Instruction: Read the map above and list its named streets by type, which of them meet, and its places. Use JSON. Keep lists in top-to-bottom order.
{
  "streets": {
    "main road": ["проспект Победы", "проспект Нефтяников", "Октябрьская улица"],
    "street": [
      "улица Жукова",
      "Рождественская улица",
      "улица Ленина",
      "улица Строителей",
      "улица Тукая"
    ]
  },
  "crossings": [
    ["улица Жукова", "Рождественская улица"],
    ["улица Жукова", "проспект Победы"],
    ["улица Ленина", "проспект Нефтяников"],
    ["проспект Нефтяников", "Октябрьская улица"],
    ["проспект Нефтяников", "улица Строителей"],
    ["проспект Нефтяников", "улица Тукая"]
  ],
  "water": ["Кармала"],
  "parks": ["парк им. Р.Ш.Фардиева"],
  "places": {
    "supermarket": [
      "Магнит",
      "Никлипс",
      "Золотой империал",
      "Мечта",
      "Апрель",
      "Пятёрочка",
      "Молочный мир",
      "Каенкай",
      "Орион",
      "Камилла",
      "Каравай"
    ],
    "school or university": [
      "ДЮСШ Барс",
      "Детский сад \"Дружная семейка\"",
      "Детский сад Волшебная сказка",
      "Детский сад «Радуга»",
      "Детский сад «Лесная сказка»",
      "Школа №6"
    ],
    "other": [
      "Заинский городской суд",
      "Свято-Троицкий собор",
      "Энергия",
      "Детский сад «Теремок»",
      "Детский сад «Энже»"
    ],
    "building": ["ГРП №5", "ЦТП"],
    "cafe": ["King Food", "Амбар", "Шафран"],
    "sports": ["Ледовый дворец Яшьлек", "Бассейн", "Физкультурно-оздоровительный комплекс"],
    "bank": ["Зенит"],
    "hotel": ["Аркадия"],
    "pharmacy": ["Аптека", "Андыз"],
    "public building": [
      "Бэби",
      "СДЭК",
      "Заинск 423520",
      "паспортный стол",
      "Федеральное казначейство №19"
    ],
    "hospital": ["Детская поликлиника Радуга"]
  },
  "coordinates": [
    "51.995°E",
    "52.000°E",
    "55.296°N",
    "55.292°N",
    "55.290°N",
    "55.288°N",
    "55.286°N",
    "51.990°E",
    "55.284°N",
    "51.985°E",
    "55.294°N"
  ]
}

◆ **Aim of the exercise**
Exactly as given, repeat each line above.

◆ **Task solution**
Instruction: Read the map above and list its named streets by type, which of them meet, and its places. Use JSON. Keep lists in top-to-bottom order.
{
  "streets": {
    "main road": ["проспект Победы", "проспект Нефтяников", "Октябрьская улица"],
    "street": [
      "улица Жукова",
      "Рождественская улица",
      "улица Ленина",
      "улица Строителей",
      "улица Тукая"
    ]
  },
  "crossings": [
    ["улица Жукова", "Рождественская улица"],
    ["улица Жукова", "проспект Победы"],
    ["улица Ленина", "проспект Нефтяников"],
    ["проспект Нефтяников", "Октябрьская улица"],
    ["проспект Нефтяников", "улица Строителей"],
    ["проспект Нефтяников", "улица Тукая"]
  ],
  "water": ["Кармала"],
  "parks": ["парк им. Р.Ш.Фардиева"],
  "places": {
    "supermarket": [
      "Магнит",
      "Никлипс",
      "Золотой империал",
      "Мечта",
      "Апрель",
      "Пятёрочка",
      "Молочный мир",
      "Каенкай",
      "Орион",
      "Камилла",
      "Каравай"
    ],
    "school or university": [
      "ДЮСШ Барс",
      "Детский сад \"Дружная семейка\"",
      "Детский сад Волшебная сказка",
      "Детский сад «Радуга»",
      "Детский сад «Лесная сказка»",
      "Школа №6"
    ],
    "other": [
      "Заинский городской суд",
      "Свято-Троицкий собор",
      "Энергия",
      "Детский сад «Теремок»",
      "Детский сад «Энже»"
    ],
    "building": ["ГРП №5", "ЦТП"],
    "cafe": ["King Food", "Амбар", "Шафран"],
    "sports": ["Ледовый дворец Яшьлек", "Бассейн", "Физкультурно-оздоровительный комплекс"],
    "bank": ["Зенит"],
    "hotel": ["Аркадия"],
    "pharmacy": ["Аптека", "Андыз"],
    "public building": [
      "Бэби",
      "СДЭК",
      "Заинск 423520",
      "паспортный стол",
      "Федеральное казначейство №19"
    ],
    "hospital": ["Детская поликлиника Радуга"]
  },
  "coordinates": [
    "51.995°E",
    "52.000°E",
    "55.296°N",
    "55.292°N",
    "55.290°N",
    "55.288°N",
    "55.286°N",
    "51.990°E",
    "55.284°N",
    "51.985°E",
    "55.294°N"
  ]
}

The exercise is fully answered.